Ainsi, l’indice du climat des affaires de l’enquête IFO perd 3,7 points sur le seul mois de juillet. Avec un niveau de 97,5, cet indice se situe même à un plus bas depuis septembre 2005, à une époque où le glissement annuel du PIB allemand était de 1,4 %. Pis, l’indice IFO des perspectives d’activité outre-Rhin a baissé de 4,6 points en juillet. Il atteint ainsi un niveau de 90, soit un plus bas depuis novembre 2002, au début de la dernière récession allemande qui allait notamment se traduire par une baisse du PIB germanique de 1 % entre le quatrième trimestre 2002 et le deuxième de 2003.

Allemagne : la résistance est terminée.

Sources : IFO, Bundesbank et Datastream

Une situation presque similaire est observable dans l’Hexagone. En effet, après avoir réussi tant bien que mal à se maintenir au-dessus de la barre des 100 (qui représente sa moyenne de longue période) depuis 2005, l’indice du climat des affaires de l’enquête INSEE dans l’industrie a désormais cassé cette ligne de résistance. Avec un niveau de 98 en juillet, il retrouve donc un plus bas depuis mai 2005 et se rapproche dangereusement des planchers des années 2003 et 1993, c’est-à-dire les dernières phases de récession ou quasi-récession observées dans l’Hexagone.

France : l’industrie dégringole, la croissance aussi.

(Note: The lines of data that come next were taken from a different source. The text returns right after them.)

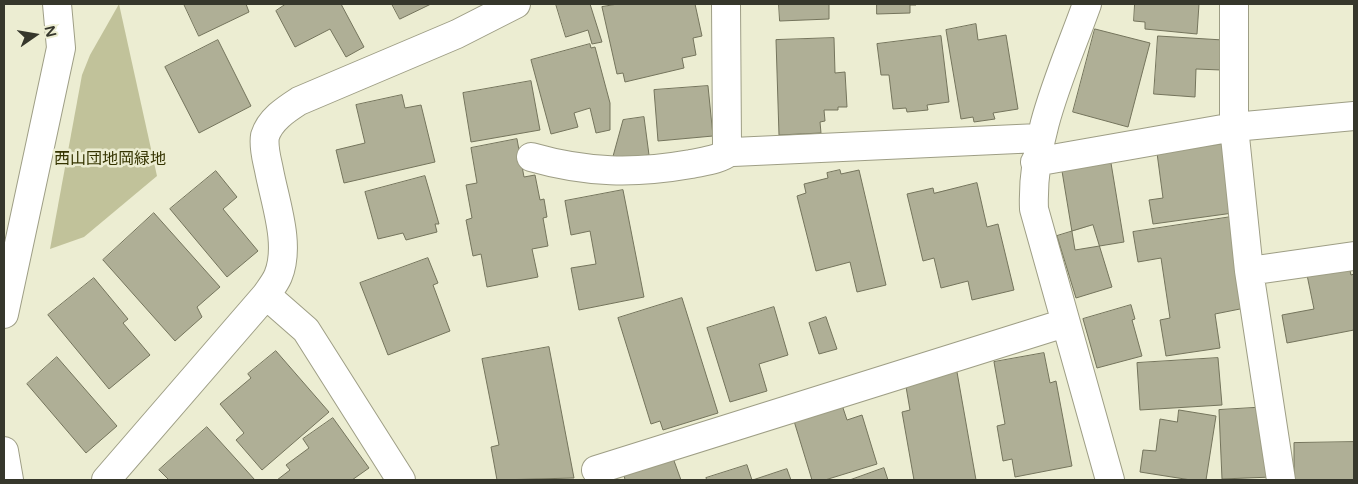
<!DOCTYPE html>
<html>
<head>
<meta charset="utf-8">
<style>
	body { margin:0 }
	#map { position:relative; width:1358px; height:484px; overflow:hidden; background:#ecedd2; font-family:"Varela Round",sans-serif }
	canvas { display:block }
	.frame { position:absolute; inset:0; border:5px solid #36372c; pointer-events:none }
	.north { position:absolute; left:10px; top:10px; width:50px; height:50px; -webkit-text-stroke:4px #ecedd2; paint-order:stroke; rotate:77deg; font-size:14px; font-weight:700; line-height:20px; text-align:center; color:#36372c }
	.north::after { content:''; display:block; margin:auto; width:18px; height:22px; background:#36372c; clip-path:polygon(50% 0,100% 100%,50% 72%,0 100%) }
</style>
</head>
<body>
<div id="map">
<canvas width="1358" height="484"></canvas>
<div class="frame"></div>
<div class="north">N</div>
</div>
<script>
const context = document.querySelector('canvas').getContext('2d');
context.lineJoin = 'round';
function paint(path, color) { context.fillStyle = color; context.fill(path, 'evenodd'); }
function strokePath(path, color, width, dash) { context.strokeStyle = color; context.lineWidth = width; context.lineCap = dash ? 'butt' : 'round'; context.setLineDash(dash || []); context.stroke(path); }
function label(font, color, halo, rows, align = 'center') {
  context.font = font + ' "Varela Round","Noto Sans JP",sans-serif'; context.lineWidth = 5; context.setLineDash([]); context.textBaseline = 'middle'; context.strokeStyle = halo; context.fillStyle = color; for (const [text, x, y, turn = 0] of rows) {
    context.save(); context.translate(x, y); context.rotate((+turn || 0) * Math.PI / 180); context.textAlign = isNaN(turn) ? turn : align; if (halo) context.strokeText(text, 0, 0); context.fillText(text, 0, 0); context.restore();
  }
}
const green = new Path2D(`
	M 119,4 L 157,176 L 84,237 L 50,249 L 82,75 L 90,55 Z`);
const building = new Path2D(`
	M 184,4 L 246,4 L 249,12 L 199,36 Z
	M 286,4 L 341,4 L 364,47 L 346,57 L 330,29 L 295,47 L 276,11 Z
	M 392,4 L 431,4 L 400,19 Z
	M 556,4 L 590,4 L 602,42 L 592,44 L 588,30 L 566,37 Z
	M 618,4 L 695,4 L 702,36 L 693,38 L 696,55 L 682,58 L 684,68 L 625,82 L 623,73 L 617,74 L 602,7 Z
	M 779,4 L 829,4 L 829,19 L 780,21 Z
	M 877,4 L 916,4 L 916,5 L 910,5 L 910,13 L 877,14 Z
	M 1135,4 L 1199,4 L 1197,34 L 1145,29 L 1145,22 L 1134,21 Z
	M 976,24 L 978,40 L 1006,35 L 1018,109 L 993,113 L 995,119 L 974,122 L 973,117 L 961,119 L 946,30 Z
	M 1095,29 L 1150,43 L 1128,127 L 1073,112 Z
	M 941,36 L 949,102 L 927,105 L 928,110 L 907,112 L 906,108 L 893,109 L 889,75 L 881,75 L 877,44 Z
	M 1158,36 L 1223,40 L 1221,70 L 1196,69 L 1195,97 L 1154,94 Z
	M 834,38 L 835,73 L 845,72 L 847,107 L 838,107 L 838,110 L 824,110 L 825,121 L 820,122 L 821,133 L 779,135 L 776,40 Z
	M 218,40 L 251,106 L 199,133 L 165,67 Z
	M 590,44 L 591,48 L 595,47 L 610,103 L 610,130 L 596,133 L 590,108 L 574,113 L 578,127 L 551,134 L 531,60 Z
	M 531,81 L 540,130 L 471,142 L 463,93 Z
	M 708,86 L 713,136 L 658,141 L 654,90 Z
	M 402,95 L 405,108 L 421,105 L 435,162 L 344,183 L 336,150 L 365,143 L 356,105 Z
	M 644,117 L 649,155 L 612,160 L 623,120 Z
	M 517,139 L 524,177 L 535,175 L 540,200 L 544,199 L 547,217 L 543,218 L 548,246 L 532,249 L 538,277 L 487,287 L 481,254 L 473,256 L 466,220 L 472,218 L 466,185 L 477,183 L 471,148 Z
	M 1224,144 L 1233,213 L 1153,224 L 1149,200 L 1163,198 L 1157,153 Z
	M 1111,163 L 1124,242 L 1075,250 L 1062,171 Z
	M 840,170 L 841,174 L 859,170 L 886,285 L 857,292 L 850,262 L 816,271 L 797,196 L 806,193 L 804,184 L 828,178 L 827,173 Z
	M 216,171 L 237,197 L 223,209 L 258,251 L 227,277 L 170,209 Z
	M 425,176 L 439,224 L 435,224 L 437,232 L 406,240 L 403,233 L 378,239 L 365,192 Z
	M 977,183 L 987,227 L 998,224 L 1014,290 L 972,300 L 968,281 L 941,288 L 934,258 L 923,261 L 907,194 L 933,188 L 934,193 Z
	M 623,190 L 644,297 L 579,310 L 571,268 L 596,264 L 590,231 L 571,235 L 565,201 Z
	M 154,213 L 220,287 L 197,307 L 202,317 L 175,341 L 103,260 Z
	M 1231,217 L 1245,308 L 1215,314 L 1220,348 L 1166,356 L 1160,320 L 1170,318 L 1161,258 L 1138,262 L 1133,232 Z
	M 1093,225 L 1112,287 L 1076,298 L 1057,236 Z
	M 428,258 L 438,283 L 433,285 L 450,331 L 388,355 L 360,283 Z
	M 1348,262 L 1351,275 L 1354,274 L 1354,330 L 1287,343 L 1282,315 L 1314,309 L 1306,270 Z
	M 94,278 L 128,319 L 123,323 L 150,355 L 109,389 L 48,315 Z
	M 682,298 L 718,413 L 663,430 L 660,421 L 651,424 L 618,318 Z
	M 1131,305 L 1135,319 L 1132,320 L 1142,356 L 1097,368 L 1083,319 Z
	M 774,307 L 788,355 L 759,364 L 767,391 L 730,402 L 707,328 Z
	M 826,317 L 837,349 L 819,354 L 809,323 Z
	M 549,347 L 574,478 L 497,480 L 491,447 L 499,445 L 482,359 Z
	M 276,351 L 329,412 L 262,470 L 236,440 L 244,433 L 220,404 L 251,378 L 248,374 Z
	M 1044,353 L 1050,383 L 1056,381 L 1072,466 L 1015,477 L 1012,459 L 1003,461 L 997,426 L 1005,424 L 994,362 Z
	M 57,357 L 117,426 L 86,453 L 27,384 Z
	M 1218,358 L 1222,405 L 1140,410 L 1137,363 Z
	M 957,372 L 976,480 L 914,480 L 902,412 L 910,410 L 905,381 Z
	M 842,405 L 847,420 L 862,415 L 877,464 L 825,480 L 812,480 L 794,421 Z
	M 1269,407 L 1272,477 L 1222,479 L 1219,410 Z
	M 1179,410 L 1216,416 L 1206,480 L 1191,480 L 1140,472 L 1143,450 L 1156,451 L 1160,419 L 1177,422 Z
	M 333,418 L 369,468 L 352,480 L 277,480 L 290,470 L 286,465 L 309,448 L 303,439 Z
	M 207,427 L 255,480 L 169,480 L 159,470 Z
	M 1354,442 L 1354,480 L 1294,480 L 1294,443 Z
	M 673,458 L 681,480 L 625,480 L 624,475 Z
	M 747,465 L 752,480 L 707,480 L 706,478 Z
	M 884,468 L 888,480 L 850,480 Z
	M 787,469 L 791,480 L 753,480 Z`);
const minor = new Path2D(`
	M 726,4 L 727,145 L 733,152 L 1039,138
	M 1087,4 C 1063,71 1031,136 1034,209 L 1110,480
	M 531,157 C 587,173 634,174 691,164 C 705,161 719,160 731,151
	M 1035,162 L 1234,127 L 1234,4
	M 1249,271 L 1354,256
	M 266,295 L 306,330 L 401,480
	M 4,314 L 61,48 L 57,4
	M 4,451 L 9,480
	M 596,470 L 1065,323
	M 106,480 L 266,295 C 270,289 275,283 278,276 C 291,245 275,202 269,170 C 267,160 263,147 265,136 C 270,120 285,110 299,101 L 457,34 L 516,4
	M 1281,480 L 1249,271 L 1234,127 L 1354,116`);
const parkNames = [
	["西山団地岡緑地",110,160]
];
paint(green, '#c1c29a');
paint(building, '#afaf96');
strokePath(building, '#74745c', 1);
strokePath(minor, '#9e9e85', 30);
strokePath(minor, '#fff', 28);
label('16px', '#353401', '#ecedd2', parkNames);
</script>
</body>
</html>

Sources : INSEE et Datastream


Dans le même temps, après avoir déjà baissé de 1,8 % en mars-avril, puis rebondi techniquement de 1,7 % en mai (et non pas de 2 % comme annoncé il y a un mois), la consommation des ménages en produits manufacturés a repris le chemin de la baisse dans l’Hexagone, en reculant de 0,4 % en juin. Si ce repli peut paraître limité, il n’en demeure pas moins très inquiétant dans la mesure où il a été enregistré malgré le début des soldes dès le 25 juin, contre par exemple le 27 juin l’an passé. En fait, depuis 1993, c’est seulement la troisième fois que la consommation des ménages recule lors d’un mois de juin (les deux précédentes étant en 1998 et 1999, sachant que pour cette dernière année les soldes n’avaient commencé qu’en juillet).

Le consommateur français lâche prise.

Sources : INSEE et Datastream

D’ailleurs, si la baisse de la consommation de juin s’explique principalement par la chute de 3,8 % des achats d’automobiles, la consommation de textile-cuir (secteur habituellement phare en période de soldes) n’augmente que de 0,6 %. Son glissement annuel repasse ainsi dans le rouge, à – 0,6 %.

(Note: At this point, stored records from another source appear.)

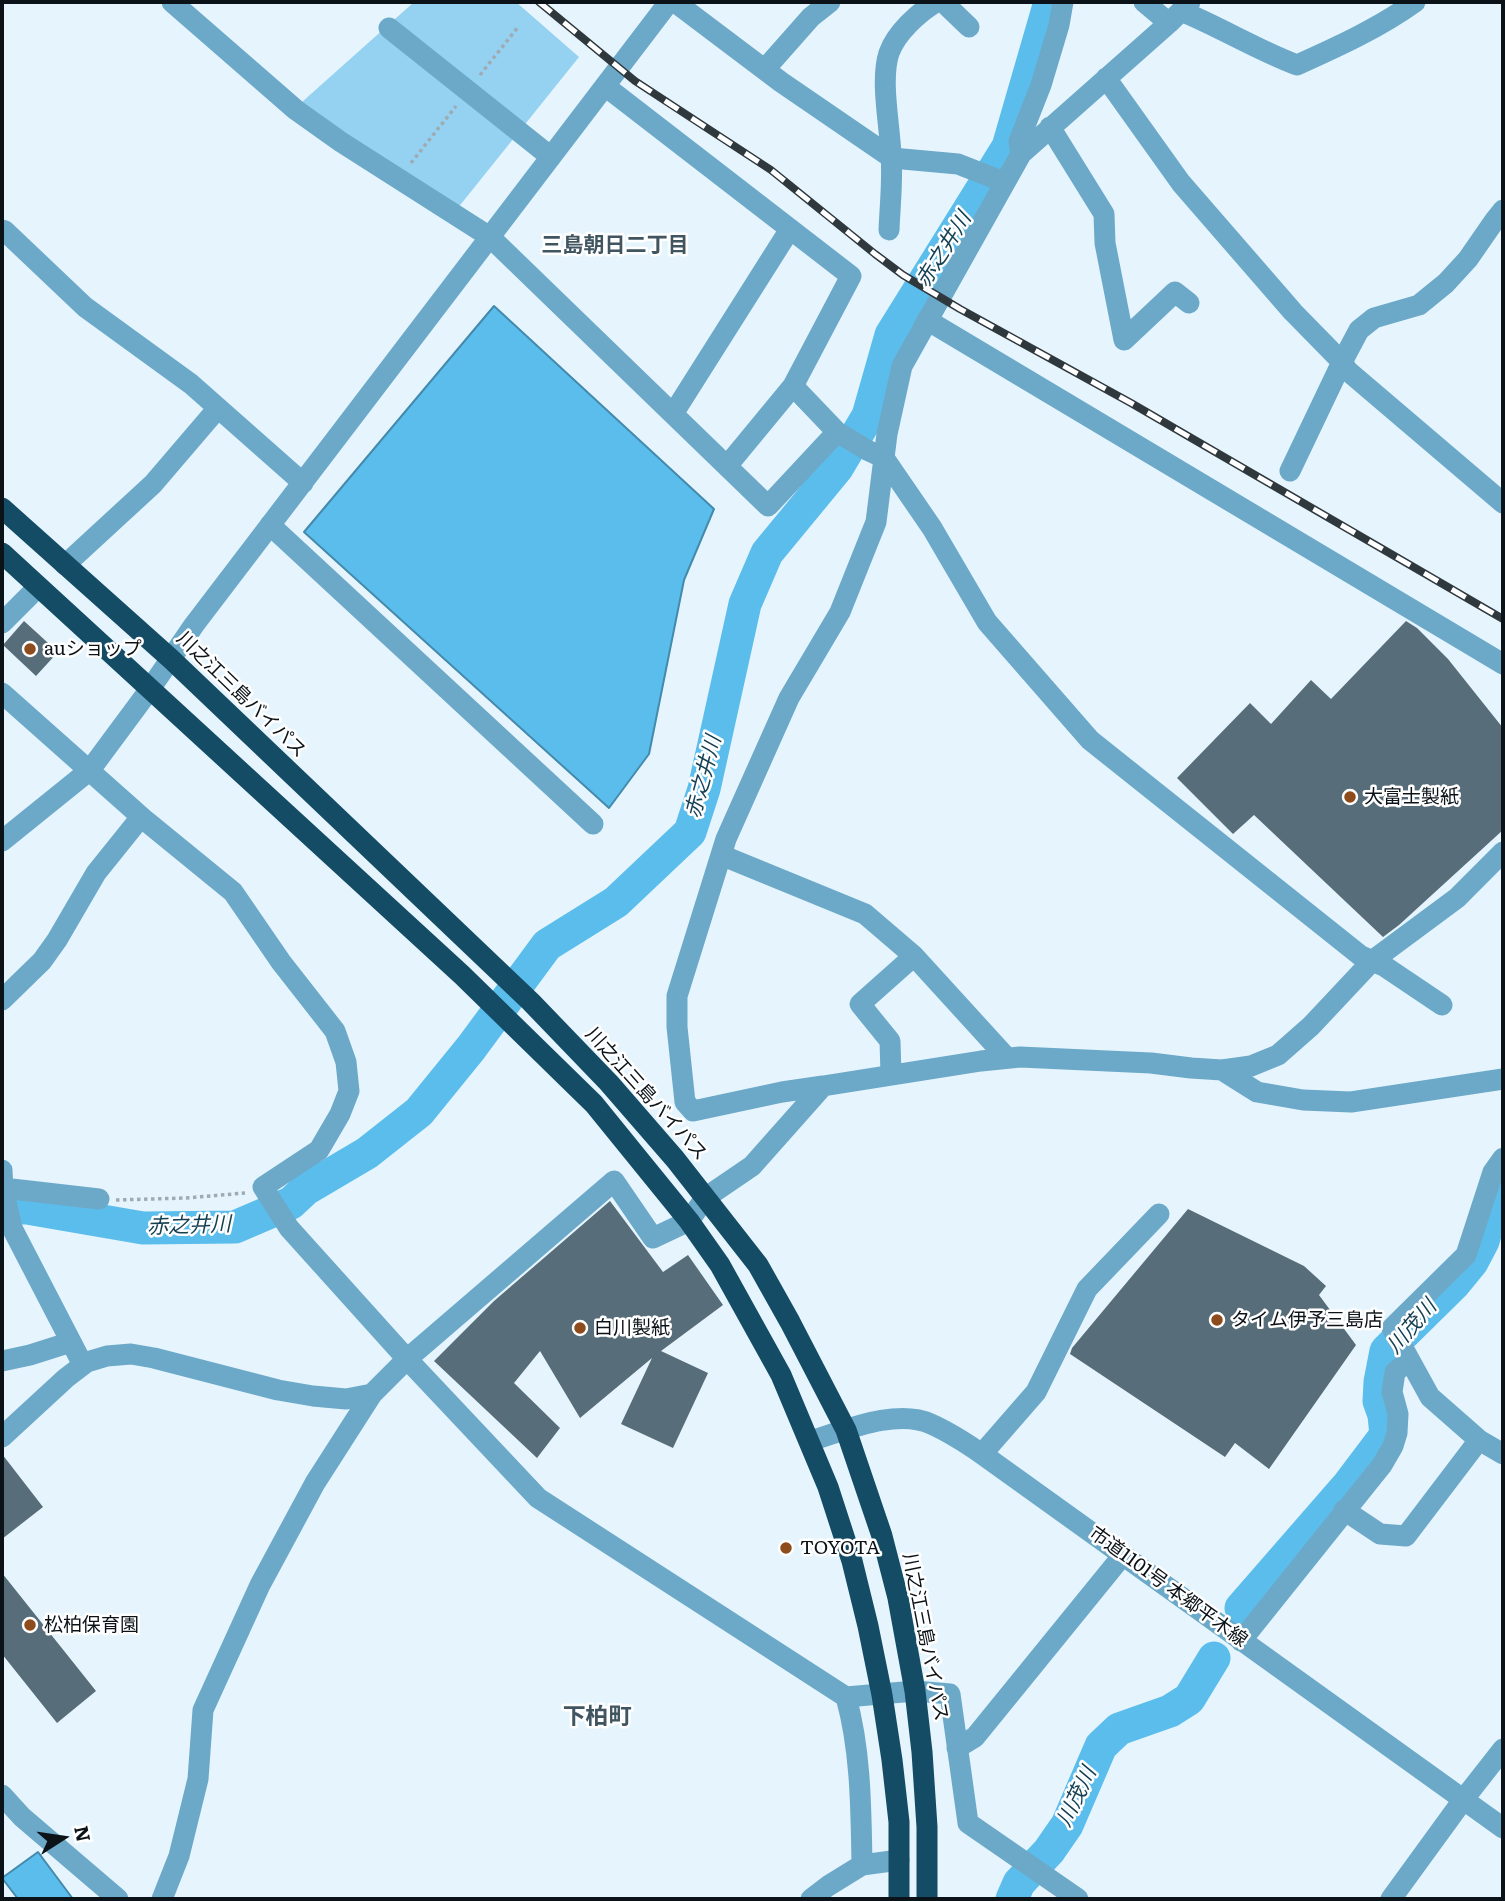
<!DOCTYPE html>
<html>
<head>
<meta charset="utf-8">
<style>
  body { margin:0 }
  #map { position:relative; width:1505px; height:1901px; overflow:hidden; background:#e6f5fd; font-family:Literata,serif }
  canvas { display:block }
  .frame { position:absolute; inset:0; border:4px solid #0b1318; pointer-events:none }
  .north { position:absolute; left:28px; top:1803px; width:70px; height:70px; -webkit-text-stroke:5px #fff; paint-order:stroke; rotate:78deg; font-size:19px; font-weight:700; line-height:28px; text-align:center; color:#0b1318 }
  .north::after { content:''; display:block; margin:auto; width:24px; height:32px; background:#0b1318; clip-path:polygon(50% 0,100% 100%,50% 72%,0 100%) }
</style>
</head>
<body>
<div id="map">
<canvas width="1505" height="1901"></canvas>
<div class="frame"></div>
<div class="north">N</div>
</div>
<script>
const g = document.querySelector('canvas').getContext('2d');
g.lineJoin = 'round';
function fill(path, color) { g.fillStyle = color; g.fill(path, 'evenodd'); }
function trace(path, color, width, dash) { g.strokeStyle = color; g.lineWidth = width; g.lineCap = dash ? 'butt' : 'round'; g.setLineDash(dash || []); g.stroke(path); }
function label(font, color, halo, rows, align = 'center') {
  g.font = font + ' Literata,"Noto Sans JP",serif'; g.lineWidth = 5; g.setLineDash([]); g.textBaseline = 'middle'; g.strokeStyle = halo; g.fillStyle = color; for (const [text, x, y, turn = 0] of rows) {
    g.save(); g.translate(x, y); g.rotate((+turn || 0) * Math.PI / 180); g.textAlign = isNaN(turn) ? turn : align; if (halo) g.strokeText(text, 0, 0); g.fillText(text, 0, 0); g.restore();
  }
}
const green = new Path2D(`
  M414,2H516L579,57L457,209L329,126L302,102Z`);
const water = new Path2D(`
  M494,306L714,509L684,580L649,754L609,808L304,532Z
  M38,1852L73,1899H18L2,1878Z`);
const river = new Path2D(`
  M2,1208H27L143,1228L235,1227L291,1203L306,1189L367,1153L419,1112L471,1048L547,945L616,902L690,832L704,789L745,604L767,553L837,468L868,416L891,335L1008,147L1050,2
  M1241,1608L1349,1484L1386,1435L1384,1415L1379,1401L1380,1382L1386,1351L1454,1284L1472,1262L1483,1241L1499,1187L1503,1180
  M1012,1899L1019,1883L1049,1851L1067,1825L1101,1746L1119,1729L1170,1711L1189,1699L1214,1658`);
const building = new Path2D(`
  M24,621L58,652L36,676L3,645Z
  M1406,621L1417,628L1448,659L1503,728V830L1399,925L1383,937L1254,815L1233,834L1177,778L1250,703L1271,724L1311,680L1331,699Z
  M610,1201L663,1272L688,1255L723,1305L661,1351L708,1373L673,1448L621,1424L652,1358L580,1418L540,1351L514,1383L560,1428L537,1458L434,1361L494,1301Z
  M1188,1209L1304,1266L1326,1286L1319,1295L1356,1345L1269,1469L1235,1443L1225,1457L1070,1354L1072,1348Z
  M2,1454L43,1507L2,1539Z
  M2,1573L96,1691L57,1723L2,1654Z`);
const path = new Path2D(`
  M480,75L518,27
  M411,163L456,106
  M116,1200L186,1198L245,1193`);
const minor = new Path2D(`
  M172,2L296,110L341,142L490,237L768,506L837,432L867,450L884,458L932,528L987,622L1090,740L1361,956L1384,966L1442,1005
  M675,2L781,82L892,158L958,164L1004,182
  M943,2L969,27
  M1144,2L1169,23
  M1181,11C1220,27 1257,50 1297,65C1337,47 1379,28 1415,2
  M389,28L551,157
  M765,69L811,17L830,2
  M1106,78L1181,183L1293,312L1342,362L1348,371L1503,503
  M605,86L851,276L793,386L727,466
  M1050,127L1104,214L1105,243L1124,340L1175,292L1189,303
  M1021,154L1019,141L1041,85L1059,25L1063,2
  M2,230L5,231L85,307L191,384L303,483
  M889,230C890,205 893,179 891,155C890,126 880,80 889,53C896,33 918,13 936,2
  M927,320L1503,664
  M793,386L837,432
  M673,414L790,229
  M1290,471L1342,362L1359,330L1374,318L1419,305L1446,283L1468,259L1495,220L1503,210
  M270,525L593,824
  M65,565L153,484L218,408
  M2,623L38,587
  M2,693L146,821L233,892L281,962L335,1031L346,1062L349,1091L340,1114L319,1150L263,1187L289,1228L407,1359L538,1498L846,1697L915,1691L950,1694L968,1823L1078,1899
  M2,841L90,770L150,689L194,625L669,2
  M721,855L865,914L914,956L1007,1058
  M2,1000L42,961L57,940L96,873L141,817
  M1222,1070L1257,1092L1303,1100L1351,1102L1503,1079
  M891,1075L890,1041L860,1004L914,956
  M823,1086L782,1092L693,1111L685,1102L677,1027V996L726,839L789,698L840,612L876,522L887,434L902,366L1021,154L1169,23L1190,2
  M2,1170L3,1188L12,1228L83,1365
  M3,1188L99,1199
  M2,1361L30,1355L71,1342
  M2,1437L66,1378L87,1362L107,1356L131,1354L154,1358L278,1390L313,1396L346,1399L372,1394
  M1479,1440L1430,1397L1392,1328L1466,1255L1493,1172L1503,1158
  M810,1441C844,1431 896,1408 931,1424C949,1432 966,1443 982,1454L1503,1828
  M982,1454L1036,1392L1087,1289L1159,1214
  M1344,1510L1380,1534L1406,1536L1479,1440L1503,1454
  M1241,1641L1382,1465L1393,1446L1397,1433L1398,1414L1392,1392L1395,1372L1408,1361
  M846,1697C861,1751 861,1809 862,1865
  M957,1748L975,1737L1123,1555
  M2,1795L22,1817L118,1899
  M162,1899L179,1856L198,1779L203,1710L260,1585L315,1483L372,1394L407,1359L614,1181L653,1238L689,1221L705,1198L752,1166L823,1086L981,1061L1020,1057L1151,1063L1191,1068L1222,1070L1251,1066L1278,1055L1311,1026L1372,961L1457,898L1503,852
  M811,1899L828,1886L862,1865L899,1860
  M1391,1899L1463,1800L1503,1749`);
const highway = new Path2D(`
  M2,508L171,659L531,1002L609,1083L675,1159L758,1265L790,1322L846,1430L882,1536L898,1598L915,1691L922,1752L927,1827V1899
  M2,553L462,975L594,1104L689,1221L720,1265L781,1375L828,1487L852,1561L868,1626L882,1695L892,1760L899,1822V1899`);
const rail = new Path2D(`
  M539,2L635,81L771,170L875,254L903,275L960,309L1131,403L1503,619`);
const markers = [
  [30,649,7,"#8e4b1b"],
  [1350,797,7,"#8e4b1b"],
  [1217,1320,7,"#8e4b1b"],
  [580,1328,7,"#8e4b1b"],
  [786,1548,7,"#8e4b1b"],
  [30,1625,7,"#8e4b1b"]
];
const poiNames = [
  ["auショップ",44,649],
  ["大富士製紙",1364,797],
  ["タイム伊予三島店",1231,1320],
  ["白川製紙",594,1328],
  ["TOYOTA",800,1548],
  ["松柏保育園",44,1625]
];
const streetNames = [
  ["川之江三島バイパス",241,695,44],
  ["川之江三島バイパス",646,1094,48],
  ["市道1101号 本郷平木線",1168,1587,36],
  ["川之江三島バイパス",925,1637,79]
];
const neighbourhoodNames = [
  ["三島朝日二丁目",615,246]
];
const waterNames = [
  ["赤之井川",944,250,-58],
  ["赤之井川",704,777,-75],
  ["赤之井川",189,1226,-2],
  ["川茂川",1412,1327,-49],
  ["川茂川",1077,1797,-64]
];
const quarterNames = [
  ["下柏町",597,1717]
];
fill(green, '#95d1f1');
fill(water, '#5bbdec');
trace(water, '#438aac', 2);
trace(river, '#5bbdec', 33);
fill(building, '#576d79');
trace(path, '#9eabb2', 3.5, [3.5, 3.5]);
trace(minor, '#6ca9c9', 21);
trace(highway, '#144c65', 21);
trace(rail, '#2f383d', 8);
trace(rail, '#fff', 5, [16]);
for (const [x, y, r, color] of markers) { const dot = new Path2D(); dot.arc(x, y, r, 0, 2 * Math.PI); g.fillStyle = color; g.fill(dot); trace(dot, '#fff', 2.5); }
label('19px', '#0b1318', '#fff', poiNames, 'left');
label('19px', '#0b1318', '#fff', streetNames);
label('bold 21px', '#405560', '#fff', neighbourhoodNames);
label('italic 21px', '#143f52', '#fff', waterNames);
label('bold 23px', '#405560', '#fff', quarterNames);
</script>
</body>
</html>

Autrement dit, si même pendant la fête des soldes, la consommation n’est pas au rendez-vous, elle risque d’être encore plus moribonde par la suite.

La croissance en Italie : Ciao bella…

Sources : ISAE et Datastream


L’Italie, troisième économie de la zone euro, ne fait guère mieux. Ainsi, le climat des affaires y a reculé de 3,2 points en juillet et atteint à présent un plus bas depuis octobre 2001, c’est-à-dire une période où le PIB italien était en phase de recul. Cette évolution est d’autant plus inquiétante que la confiance des ménages transalpins a atteint en juillet un plus bas depuis 1993.

Mais si l’Italie est malheureusement habituée à l’atonie économique et ne devrait « que » s’enfoncer un peu plus (un peu comme le Portugal d’ailleurs), d’autres pays retrouvent les affres d’une activité en repli pour la première fois depuis 1993. Il s’agit notamment de l’Espagne, mais aussi de l’Irlande et bientôt de la Belgique et des Pays-Bas.

L’Espagne menacée par la récession et le chômage.

Sources : INE et Datastream

Et ce n’est certainement pas les croissances toujours appréciables du Luxembourg, de Chypre, de Malte ou de la Slovénie qui permettront d’inverser la tendance.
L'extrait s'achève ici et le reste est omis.